**What you are asked to do**
Please reproduce verbatim the lines below, from the first through the one with "0 #dfd2bd) drop-shadow(-2px".

--- START ---

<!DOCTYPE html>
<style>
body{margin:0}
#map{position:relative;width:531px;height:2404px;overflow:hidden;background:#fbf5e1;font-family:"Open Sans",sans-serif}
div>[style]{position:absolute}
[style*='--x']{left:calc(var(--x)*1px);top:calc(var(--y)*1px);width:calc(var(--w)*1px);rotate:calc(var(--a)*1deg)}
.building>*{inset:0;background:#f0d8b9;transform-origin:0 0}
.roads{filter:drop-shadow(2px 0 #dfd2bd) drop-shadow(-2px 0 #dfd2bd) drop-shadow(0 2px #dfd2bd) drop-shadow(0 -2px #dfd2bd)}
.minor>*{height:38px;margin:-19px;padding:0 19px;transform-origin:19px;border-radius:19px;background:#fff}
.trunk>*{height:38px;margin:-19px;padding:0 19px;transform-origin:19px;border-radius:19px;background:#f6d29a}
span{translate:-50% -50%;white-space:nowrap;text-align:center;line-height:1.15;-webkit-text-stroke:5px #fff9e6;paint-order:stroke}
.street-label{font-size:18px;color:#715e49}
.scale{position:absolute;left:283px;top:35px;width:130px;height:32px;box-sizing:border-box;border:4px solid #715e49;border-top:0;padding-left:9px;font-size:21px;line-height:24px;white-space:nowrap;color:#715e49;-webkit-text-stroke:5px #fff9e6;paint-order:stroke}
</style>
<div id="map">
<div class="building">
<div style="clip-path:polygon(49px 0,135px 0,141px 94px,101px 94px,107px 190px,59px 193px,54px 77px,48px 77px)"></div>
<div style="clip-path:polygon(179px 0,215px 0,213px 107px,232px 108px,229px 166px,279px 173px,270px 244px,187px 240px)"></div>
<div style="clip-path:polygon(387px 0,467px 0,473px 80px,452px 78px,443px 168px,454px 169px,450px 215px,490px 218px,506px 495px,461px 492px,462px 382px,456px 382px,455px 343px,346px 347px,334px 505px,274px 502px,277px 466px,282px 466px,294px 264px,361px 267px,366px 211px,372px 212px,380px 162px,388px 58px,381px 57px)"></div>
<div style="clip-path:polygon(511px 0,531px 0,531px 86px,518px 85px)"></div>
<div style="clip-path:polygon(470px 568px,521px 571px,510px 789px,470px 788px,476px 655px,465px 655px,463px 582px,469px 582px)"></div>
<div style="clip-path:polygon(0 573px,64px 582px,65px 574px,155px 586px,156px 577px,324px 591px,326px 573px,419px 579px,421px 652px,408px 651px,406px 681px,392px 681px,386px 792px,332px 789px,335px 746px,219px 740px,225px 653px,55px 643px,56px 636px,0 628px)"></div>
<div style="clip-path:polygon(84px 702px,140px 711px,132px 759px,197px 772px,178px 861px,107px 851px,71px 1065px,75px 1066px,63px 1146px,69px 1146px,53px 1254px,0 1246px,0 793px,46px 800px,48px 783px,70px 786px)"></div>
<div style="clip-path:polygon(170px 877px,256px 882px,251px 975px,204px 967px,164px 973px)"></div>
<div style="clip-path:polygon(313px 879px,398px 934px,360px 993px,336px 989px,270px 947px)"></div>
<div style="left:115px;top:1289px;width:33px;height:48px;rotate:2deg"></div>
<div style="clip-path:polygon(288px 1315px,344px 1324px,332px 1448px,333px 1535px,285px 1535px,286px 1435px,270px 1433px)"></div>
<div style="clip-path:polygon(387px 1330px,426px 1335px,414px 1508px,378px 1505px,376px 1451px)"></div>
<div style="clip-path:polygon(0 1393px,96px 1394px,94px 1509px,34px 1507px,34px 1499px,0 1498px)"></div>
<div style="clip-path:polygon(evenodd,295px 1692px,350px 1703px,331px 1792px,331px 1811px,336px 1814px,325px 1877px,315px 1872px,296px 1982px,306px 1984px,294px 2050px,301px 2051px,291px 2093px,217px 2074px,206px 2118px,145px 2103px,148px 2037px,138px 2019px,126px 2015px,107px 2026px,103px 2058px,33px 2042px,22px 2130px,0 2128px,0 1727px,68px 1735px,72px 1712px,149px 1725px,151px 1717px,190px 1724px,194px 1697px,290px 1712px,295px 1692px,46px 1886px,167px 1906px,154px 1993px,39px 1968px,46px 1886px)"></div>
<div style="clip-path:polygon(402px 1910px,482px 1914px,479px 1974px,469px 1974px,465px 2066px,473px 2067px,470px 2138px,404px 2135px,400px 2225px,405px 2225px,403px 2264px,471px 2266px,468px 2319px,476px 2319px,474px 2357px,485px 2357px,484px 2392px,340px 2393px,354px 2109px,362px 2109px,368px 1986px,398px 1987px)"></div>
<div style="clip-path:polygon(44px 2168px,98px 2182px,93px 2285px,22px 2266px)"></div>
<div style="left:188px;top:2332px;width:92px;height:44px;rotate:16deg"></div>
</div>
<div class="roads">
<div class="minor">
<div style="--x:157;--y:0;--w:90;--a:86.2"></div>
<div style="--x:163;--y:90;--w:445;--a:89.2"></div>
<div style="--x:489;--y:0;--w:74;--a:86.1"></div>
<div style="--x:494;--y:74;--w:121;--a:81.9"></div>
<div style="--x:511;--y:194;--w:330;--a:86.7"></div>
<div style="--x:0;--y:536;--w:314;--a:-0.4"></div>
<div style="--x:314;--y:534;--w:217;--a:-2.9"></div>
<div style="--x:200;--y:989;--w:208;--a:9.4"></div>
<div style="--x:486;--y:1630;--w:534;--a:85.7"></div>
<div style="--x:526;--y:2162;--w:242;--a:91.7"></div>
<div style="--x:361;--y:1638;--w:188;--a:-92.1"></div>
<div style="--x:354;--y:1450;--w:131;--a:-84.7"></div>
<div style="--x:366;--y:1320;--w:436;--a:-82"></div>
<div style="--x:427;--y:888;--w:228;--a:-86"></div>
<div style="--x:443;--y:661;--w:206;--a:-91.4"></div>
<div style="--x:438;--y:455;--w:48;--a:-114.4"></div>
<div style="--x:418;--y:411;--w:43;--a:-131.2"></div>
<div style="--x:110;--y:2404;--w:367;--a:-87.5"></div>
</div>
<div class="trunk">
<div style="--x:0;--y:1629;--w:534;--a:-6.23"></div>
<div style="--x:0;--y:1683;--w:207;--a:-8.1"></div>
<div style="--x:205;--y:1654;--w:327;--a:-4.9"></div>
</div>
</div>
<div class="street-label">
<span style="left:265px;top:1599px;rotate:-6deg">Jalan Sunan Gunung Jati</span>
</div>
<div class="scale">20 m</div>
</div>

--- END ---

**Result of the task**
<!DOCTYPE html>
<style>
body{margin:0}
#map{position:relative;width:531px;height:2404px;overflow:hidden;background:#fbf5e1;font-family:"Open Sans",sans-serif}
div>[style]{position:absolute}
[style*='--x']{left:calc(var(--x)*1px);top:calc(var(--y)*1px);width:calc(var(--w)*1px);rotate:calc(var(--a)*1deg)}
.building>*{inset:0;background:#f0d8b9;transform-origin:0 0}
.roads{filter:drop-shadow(2px 0 #dfd2bd) drop-shadow(-2px 0 #dfd2bd) drop-shadow(0 2px #dfd2bd) drop-shadow(0 -2px #dfd2bd)}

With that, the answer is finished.